## REQUIRED WORK
Write out word for word each line of the records, beginning at the first and stopping after the line with "width:14px; height:14px; translate:-50%". Leave the pictures out.
++++++++++++++++++++
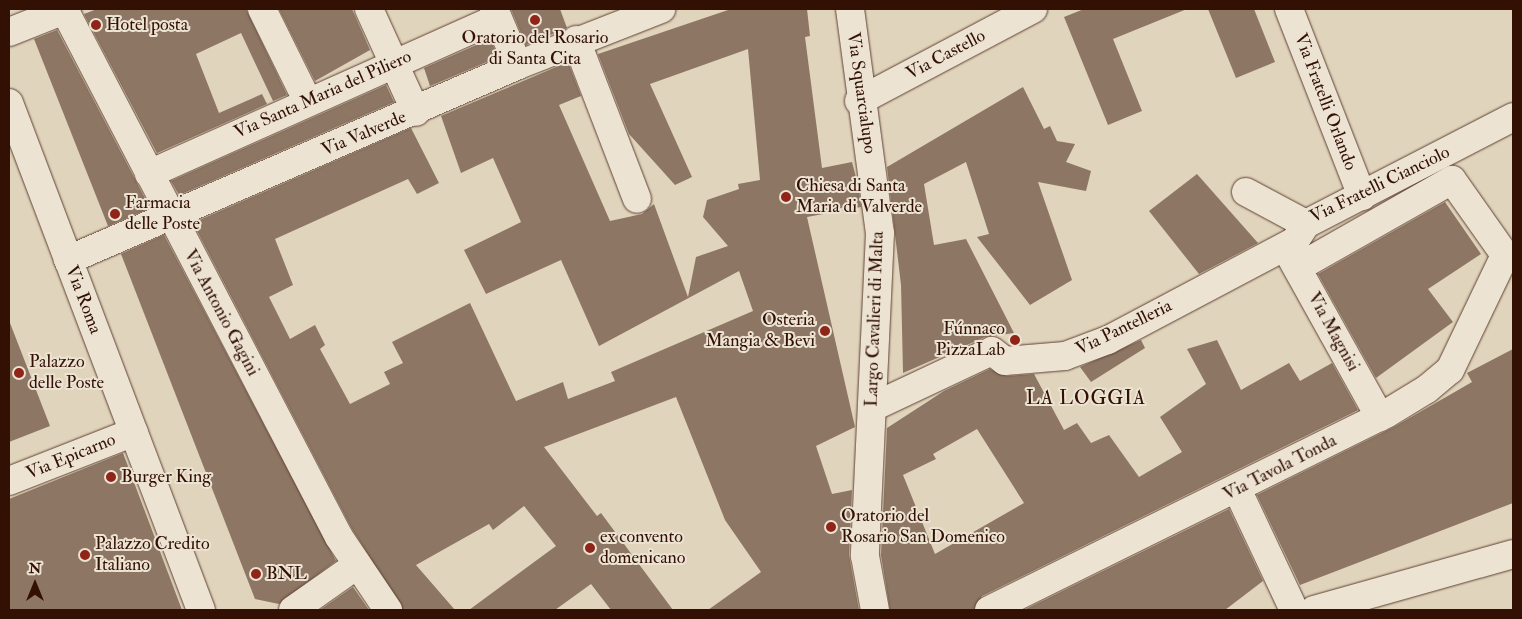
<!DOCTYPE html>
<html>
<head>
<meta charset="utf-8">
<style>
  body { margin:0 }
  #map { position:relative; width:1522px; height:619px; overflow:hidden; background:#e1d4bc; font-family:"IM FELL Double Pica",serif }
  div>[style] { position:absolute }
  .building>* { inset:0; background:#8d7664 }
  .roads { filter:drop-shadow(0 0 1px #5e4132) drop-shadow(0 0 1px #5e4132) }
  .minor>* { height:28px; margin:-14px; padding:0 14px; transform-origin:14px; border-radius:14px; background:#ece3d3 }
  .dots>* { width:14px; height:14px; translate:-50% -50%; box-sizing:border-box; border:2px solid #ece3d3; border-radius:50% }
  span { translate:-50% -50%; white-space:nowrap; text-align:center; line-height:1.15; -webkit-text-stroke:4px #ece3d3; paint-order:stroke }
  .poi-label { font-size:18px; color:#321004 }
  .left { translate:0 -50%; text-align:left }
  .right { translate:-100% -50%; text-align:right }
  .street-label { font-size:18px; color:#321004 }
  .neighbourhood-label { font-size:19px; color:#321004; letter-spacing:1px }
  .frame { position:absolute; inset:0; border:10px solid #321004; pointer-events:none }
  .north { position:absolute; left:10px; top:559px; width:50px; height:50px; -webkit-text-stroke:4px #ece3d3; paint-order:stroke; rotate:0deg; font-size:14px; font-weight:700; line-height:20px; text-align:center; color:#321004 }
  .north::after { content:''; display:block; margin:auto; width:18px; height:22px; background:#321004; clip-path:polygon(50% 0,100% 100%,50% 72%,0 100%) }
</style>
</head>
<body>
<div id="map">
  <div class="building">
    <i style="clip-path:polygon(97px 9px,246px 9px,287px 95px,273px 101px,241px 33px,196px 54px,219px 113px,262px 94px,267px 104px,157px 153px,84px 14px)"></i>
    <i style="clip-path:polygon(279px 9px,352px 9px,370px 50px,315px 81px)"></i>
    <i style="clip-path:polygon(511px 9px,560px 9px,567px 28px,526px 45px)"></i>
    <i style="clip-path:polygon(731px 9px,807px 9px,810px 36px,805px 37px,822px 168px,852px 162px,858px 185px,861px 207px,807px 217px,855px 427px,816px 446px,832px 494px,852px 490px,849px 555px,859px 610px,708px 610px,761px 572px,725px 520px,676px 397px,544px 447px,597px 516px,601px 513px,673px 610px,611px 610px,591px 584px,555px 610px,469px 610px,556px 546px,524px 506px,493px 530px,489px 524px,416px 565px,455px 610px,403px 610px,352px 529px,193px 223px,411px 128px,439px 183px,417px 194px,408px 179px,275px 239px,293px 285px,269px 297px,290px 339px,315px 325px,325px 345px,320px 349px,350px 404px,390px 384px,384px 372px,403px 363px,392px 342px,470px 303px,516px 401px,563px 382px,568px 399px,615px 381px,611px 372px,753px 311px,739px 271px,599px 346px,561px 260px,486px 294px,464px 250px,521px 222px,493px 158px,461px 173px,441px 116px,568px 62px,581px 96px,559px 105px,610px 221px,642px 214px,654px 204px,688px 297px,696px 257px,728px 246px,703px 217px,707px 200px,739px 189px,738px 184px,760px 180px,748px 49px,650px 84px,692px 177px,675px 185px,629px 134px,598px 54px)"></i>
    <i style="clip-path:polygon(1084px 9px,1187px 9px,1113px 39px,1142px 111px,1108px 125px,1064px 17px)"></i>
    <i style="clip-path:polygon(1208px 9px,1254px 9px,1275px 62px,1236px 78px)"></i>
    <i style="clip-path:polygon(57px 30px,150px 208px,108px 226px,34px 39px)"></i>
    <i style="clip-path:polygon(490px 39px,498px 57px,430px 86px,424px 68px)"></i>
    <i style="clip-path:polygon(386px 85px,394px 102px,179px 195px,171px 181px)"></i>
    <i style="clip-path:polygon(1023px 87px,1044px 129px,1050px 126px,1057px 141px,1075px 144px,1066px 162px,1091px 171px,1086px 191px,1038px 182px,1072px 280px,1030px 305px,977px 237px,989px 234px,966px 162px,924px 184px,934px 245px,966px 239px,1014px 333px,985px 337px,903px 373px,901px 285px,887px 167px)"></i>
    <i style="clip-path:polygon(1197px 174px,1258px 243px,1199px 274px,1149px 211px)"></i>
    <i style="clip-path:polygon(1445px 202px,1481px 254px,1428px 289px,1453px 322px,1376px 378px,1318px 274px)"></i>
    <i style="clip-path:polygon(164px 235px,336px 561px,279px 604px,255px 599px,121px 254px)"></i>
    <i style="clip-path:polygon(10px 323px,50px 426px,9px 442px,9px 324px)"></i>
    <i style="clip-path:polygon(1141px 340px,1145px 348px,1091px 382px,1080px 367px)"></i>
    <i style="clip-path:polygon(evenodd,1217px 340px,1241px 390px,1289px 363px,1300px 381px,1332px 363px,1358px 410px,982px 596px,974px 610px,890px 610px,881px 555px,887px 428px,944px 391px,990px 369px,1006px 376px,1034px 374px,1064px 430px,1077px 423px,1091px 443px,1109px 435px,1139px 477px,1182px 452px,1160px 417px,1206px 384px,1187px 349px,1217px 340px,977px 429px,1024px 503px,935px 554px,903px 475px,936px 459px,933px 454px,977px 429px)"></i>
    <i style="clip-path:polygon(1513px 349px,1513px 503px,1300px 585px,1257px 495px,1394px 427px,1472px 382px,1467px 373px)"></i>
    <i style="clip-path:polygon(123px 453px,182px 610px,9px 610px,9px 499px)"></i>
    <i style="clip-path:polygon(1229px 509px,1263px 581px,1225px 610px,1024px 610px)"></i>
    <i style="clip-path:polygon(353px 587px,369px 610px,320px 610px)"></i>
  </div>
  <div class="roads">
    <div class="minor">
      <i style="left:64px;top:9px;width:595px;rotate:62.49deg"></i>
      <i style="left:339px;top:537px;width:88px;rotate:56.1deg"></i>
      <i style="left:262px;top:9px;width:104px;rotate:63.7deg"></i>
      <i style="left:369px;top:9px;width:113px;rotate:65.5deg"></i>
      <i style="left:494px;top:9px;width:61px;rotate:66.8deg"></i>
      <i style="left:850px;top:9px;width:226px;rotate:82.4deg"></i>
      <i style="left:880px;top:233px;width:323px;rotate:92.7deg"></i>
      <i style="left:865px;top:556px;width:55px;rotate:79.5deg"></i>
      <i style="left:1289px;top:9px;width:201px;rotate:68.7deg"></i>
      <i style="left:9px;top:32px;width:62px;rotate:-21.6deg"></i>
      <i style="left:576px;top:40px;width:170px;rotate:69deg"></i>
      <i style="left:859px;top:101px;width:197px;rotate:-27.9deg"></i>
      <i style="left:9px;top:103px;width:542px;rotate:69.26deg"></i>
      <i style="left:149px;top:174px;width:382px;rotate:-24.1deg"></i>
      <i style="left:1246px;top:192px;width:68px;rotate:28.1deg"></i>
      <i style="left:1306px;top:224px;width:233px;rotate:-27.3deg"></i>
      <i style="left:1288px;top:252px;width:189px;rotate:60.9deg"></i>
      <i style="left:68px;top:260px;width:490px;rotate:-23.4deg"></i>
      <i style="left:518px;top:65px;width:154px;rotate:-21.4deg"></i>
      <i style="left:875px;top:406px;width:129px;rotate:-25.2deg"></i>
      <i style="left:992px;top:351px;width:16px;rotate:38deg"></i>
      <i style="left:1005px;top:361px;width:60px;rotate:-4.8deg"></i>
      <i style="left:1065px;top:356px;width:46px;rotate:-20.4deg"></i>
      <i style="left:1108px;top:340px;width:212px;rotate:-27.9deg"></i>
      <i style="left:1295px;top:241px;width:20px;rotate:-57deg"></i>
      <i style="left:9px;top:481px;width:134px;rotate:-21.4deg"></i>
      <i style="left:1237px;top:489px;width:134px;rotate:64.8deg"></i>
      <i style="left:293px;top:610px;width:78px;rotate:-35.1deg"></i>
      <i style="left:989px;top:610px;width:443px;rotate:-26.3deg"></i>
      <i style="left:1386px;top:414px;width:48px;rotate:-31.4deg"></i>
      <i style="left:1427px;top:389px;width:30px;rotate:-40deg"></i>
      <i style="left:1450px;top:370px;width:127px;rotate:-64.4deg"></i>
      <i style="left:1505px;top:255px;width:92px;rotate:-125.2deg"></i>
      <i style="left:1452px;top:180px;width:178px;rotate:150.4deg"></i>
      <i style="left:1314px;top:610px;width:207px;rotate:-15.7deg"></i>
    </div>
  </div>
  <div class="dots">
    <i style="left:535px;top:20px;background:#8f2418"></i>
    <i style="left:96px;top:25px;background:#8f2418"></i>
    <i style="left:786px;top:197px;background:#8f2418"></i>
    <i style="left:115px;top:214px;background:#8f2418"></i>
    <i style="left:825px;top:331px;background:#8f2418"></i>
    <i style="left:1015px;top:340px;background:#8f2418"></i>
    <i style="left:19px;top:373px;background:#8f2418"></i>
    <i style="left:111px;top:477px;background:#8f2418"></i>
    <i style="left:831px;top:527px;background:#8f2418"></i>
    <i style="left:590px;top:548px;background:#8f2418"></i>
    <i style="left:85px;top:555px;background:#8f2418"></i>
    <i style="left:256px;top:574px;background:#8f2418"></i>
  </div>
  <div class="poi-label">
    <span class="left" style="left:106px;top:25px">Hotel posta</span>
    <span style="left:535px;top:49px">Oratorio del Rosario<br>di Santa Cita</span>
    <span class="left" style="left:796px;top:197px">Chiesa di Santa<br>Maria di Valverde</span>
    <span class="left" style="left:125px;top:214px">Farmacia<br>delle Poste</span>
    <span class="right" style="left:815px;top:331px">Osteria<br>Mangia &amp; Bevi</span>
    <span class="right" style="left:1005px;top:340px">Fúnnaco<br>PizzaLab</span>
    <span class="left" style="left:29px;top:373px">Palazzo<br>delle Poste</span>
    <span class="left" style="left:121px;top:477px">Burger King</span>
    <span class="left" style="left:841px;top:527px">Oratorio del<br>Rosario San Domenico</span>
    <span class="left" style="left:600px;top:548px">ex convento<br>domenicano</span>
    <span class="left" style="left:95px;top:555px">Palazzo Credito<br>Italiano</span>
    <span class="left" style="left:266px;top:574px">BNL</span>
  </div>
  <div class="street-label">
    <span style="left:946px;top:55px;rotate:-28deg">Via Castello</span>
    <span style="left:861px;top:93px;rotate:82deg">Via Squarcialupo</span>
    <span style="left:323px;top:95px;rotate:-24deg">Via Santa Maria del Piliero</span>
    <span style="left:1325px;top:102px;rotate:69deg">Via Fratelli Orlando</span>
    <span style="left:364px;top:134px;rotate:-23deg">Via Valverde</span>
    <span style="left:1380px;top:185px;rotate:-26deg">Via Fratelli Cianciolo</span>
    <span style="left:83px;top:300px;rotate:69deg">Via Roma</span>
    <span style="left:221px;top:313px;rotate:62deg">Via Antonio Gagini</span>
    <span style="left:875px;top:319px;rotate:-88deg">Largo Cavalieri di Malta</span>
    <span style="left:1124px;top:328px;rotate:-26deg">Via Pantelleria</span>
    <span style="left:1333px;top:332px;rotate:61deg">Via Magnisi</span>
    <span style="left:71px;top:457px;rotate:-22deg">Via Epicarno</span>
    <span style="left:1280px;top:468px;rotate:-27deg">Via Tavola Tonda</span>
  </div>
  <div class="neighbourhood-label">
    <span style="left:1086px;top:399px">LA LOGGIA</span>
  </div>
  <div class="frame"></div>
  <div class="north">N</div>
</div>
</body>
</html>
++++++++++++++++++++
## TASK ANSWER
<!DOCTYPE html>
<html>
<head>
<meta charset="utf-8">
<style>
  body { margin:0 }
  #map { position:relative; width:1522px; height:619px; overflow:hidden; background:#e1d4bc; font-family:"IM FELL Double Pica",serif }
  div>[style] { position:absolute }
  .building>* { inset:0; background:#8d7664 }
  .roads { filter:drop-shadow(0 0 1px #5e4132) drop-shadow(0 0 1px #5e4132) }
  .minor>* { height:28px; margin:-14px; padding:0 14px; transform-origin:14px; border-radius:14px; background:#ece3d3 }
  .dots>* { width:14px; height:14px; translate:-50% -50%; box-sizing:border-box; border:2px solid #ece3d3; border-radius:50% }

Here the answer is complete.